Nearly every strategy addressing the diagnosis of pulmonary embolism (PE) revolves around the D-dimer test. These crosslink fragments resulting from the cleaving of fibrin mesh by plasmin have doomed many an unsuspecting soul to computed tomography pulmonary angiograms (CTPAs). The oft-lamented primary challenge associated with dependence upon D-dimer is its lack of specificity. The list of underlying conditions resulting in elevated levels of circulating D-dimer is extensive and includes:
Explore This IssueACEP Now: Vol 36 – No 08 – August 2017
- Increasing age
- African-American ethnicity
- Postoperative states
- Autoimmune and connective tissue disorders
- Smoking and illicit drug use
The first item on the list, increasing age, has been recently addressed by the reasonable approach of age-adjusting the D-dimer for every year over the age of 50.1 However, the other items on the list are simply part of the smorgasbord of collateral damage in our quixotic quest to identify every last PE.
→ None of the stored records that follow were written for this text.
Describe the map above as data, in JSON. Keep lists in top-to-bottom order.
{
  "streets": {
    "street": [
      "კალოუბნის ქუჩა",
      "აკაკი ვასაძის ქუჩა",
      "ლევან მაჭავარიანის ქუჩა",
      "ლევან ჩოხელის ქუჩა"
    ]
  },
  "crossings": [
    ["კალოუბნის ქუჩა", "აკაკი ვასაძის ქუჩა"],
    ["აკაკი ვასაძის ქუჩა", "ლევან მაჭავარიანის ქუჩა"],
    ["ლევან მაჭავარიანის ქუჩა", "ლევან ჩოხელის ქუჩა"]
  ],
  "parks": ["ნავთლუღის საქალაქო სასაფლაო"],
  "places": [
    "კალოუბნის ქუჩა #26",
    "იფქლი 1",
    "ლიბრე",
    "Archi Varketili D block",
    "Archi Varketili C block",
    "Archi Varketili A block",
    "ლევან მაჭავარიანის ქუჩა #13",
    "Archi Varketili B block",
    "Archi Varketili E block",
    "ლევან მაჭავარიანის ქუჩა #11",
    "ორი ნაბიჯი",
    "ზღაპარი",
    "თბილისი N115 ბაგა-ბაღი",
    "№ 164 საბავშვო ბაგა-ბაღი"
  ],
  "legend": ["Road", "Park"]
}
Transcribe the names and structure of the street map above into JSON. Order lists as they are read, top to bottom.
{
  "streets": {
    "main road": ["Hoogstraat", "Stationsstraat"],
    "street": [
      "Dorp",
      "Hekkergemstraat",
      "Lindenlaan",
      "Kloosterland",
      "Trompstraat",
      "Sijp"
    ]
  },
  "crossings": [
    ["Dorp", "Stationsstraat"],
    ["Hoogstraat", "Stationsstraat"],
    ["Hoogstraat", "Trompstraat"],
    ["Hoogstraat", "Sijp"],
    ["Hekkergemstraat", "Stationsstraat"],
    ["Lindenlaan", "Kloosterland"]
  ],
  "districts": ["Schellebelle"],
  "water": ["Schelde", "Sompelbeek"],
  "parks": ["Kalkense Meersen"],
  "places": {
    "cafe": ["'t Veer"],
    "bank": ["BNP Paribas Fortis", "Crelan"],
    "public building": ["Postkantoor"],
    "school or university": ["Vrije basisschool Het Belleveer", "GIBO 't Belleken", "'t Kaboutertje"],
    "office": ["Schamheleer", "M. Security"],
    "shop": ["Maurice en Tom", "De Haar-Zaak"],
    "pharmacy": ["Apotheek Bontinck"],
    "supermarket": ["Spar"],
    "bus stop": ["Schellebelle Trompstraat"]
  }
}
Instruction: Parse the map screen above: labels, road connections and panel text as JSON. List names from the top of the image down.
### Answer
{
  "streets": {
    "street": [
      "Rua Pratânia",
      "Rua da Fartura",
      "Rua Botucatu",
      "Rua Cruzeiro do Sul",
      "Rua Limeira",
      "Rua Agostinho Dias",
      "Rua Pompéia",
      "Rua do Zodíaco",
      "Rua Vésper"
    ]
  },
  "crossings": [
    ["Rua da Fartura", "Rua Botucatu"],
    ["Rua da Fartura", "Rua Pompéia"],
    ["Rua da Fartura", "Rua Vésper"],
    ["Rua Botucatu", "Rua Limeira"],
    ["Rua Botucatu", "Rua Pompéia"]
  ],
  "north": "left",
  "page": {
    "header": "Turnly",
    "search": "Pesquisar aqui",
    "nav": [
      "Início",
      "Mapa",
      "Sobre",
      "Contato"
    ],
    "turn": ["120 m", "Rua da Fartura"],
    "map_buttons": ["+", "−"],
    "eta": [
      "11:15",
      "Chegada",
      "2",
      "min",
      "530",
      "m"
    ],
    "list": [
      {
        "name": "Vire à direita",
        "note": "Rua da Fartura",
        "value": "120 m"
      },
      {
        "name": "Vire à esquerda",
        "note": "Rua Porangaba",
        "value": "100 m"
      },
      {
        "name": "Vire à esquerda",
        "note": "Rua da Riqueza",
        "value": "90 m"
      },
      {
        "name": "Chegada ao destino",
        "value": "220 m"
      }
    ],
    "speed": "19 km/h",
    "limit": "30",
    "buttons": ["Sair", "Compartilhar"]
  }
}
What if there were a better way? What if we could make D-dimer great again? The answer is as unremarkable as it is obvious: Just like age adjustment, simply increase the commonly used dichotomous cutoff. Fewer D-dimer results above the testing threshold will result in fewer CTPAs and, by association, reduced harms and costs from unnecessary imaging. This is hardly a new concept—it’s more that the gradually enlarging body of evidence supporting such a strategy is novel. Clinician researchers from both sides of the Atlantic have called for a doubling of the D-dimer threshold over the last five years, with caveats.
The core concept underpinning this strategy stems from observations relating to the use of D-dimer as a continuous variable rather than a dichotomous cutoff. A recent study evaluated the use of interval likelihood ratios (the probability of a result in that interval for a disease-positive patient divided by the probability of a result in that same interval for a disease-negative patient) for D-dimer and found that even values in the interval between 750 and 1,000 ng/mL decreased the likelihood that a PE was present.2 Rather than using the typical 500 ng/mL basis as a cutoff to obviate the indication for further investigation, this implies there is more nuance to the testing threshold.
The most important cognitive consideration is to remember the goal of emergency department evaluation is not to rule out PE. Even the imprecisely named Pulmonary Embolism Rule-Out Criteria (PERC) do not strictly rule out PE. The various algorithms and decision instruments are built around the idea of reducing the posttest likelihood of PE to a point at which the harms of diagnosis and overdiagnosis outweigh the mortality benefit. Models for PERC were developed out of a test threshold of approximately 1.8 percent, meaning the acceptable miss rate for PE based on their assumptions is nearly 1 in 50. The difficulty with such models, however, is their dependence on estimates for prevention of morbidity and mortality. Unfortunately, the foundational evidence for these estimates can be traced back to a parallel group analysis dating to 1960 that compared 35 hospitalized patients with acute right heart failure and pulmonary infarction.3 It is a fantastic leap to generalize submassive PE to the segmental and subsegmental disease commonplace in modern practice, but these and other antiquated observational data are our source for estimates of harm from missed diagnoses.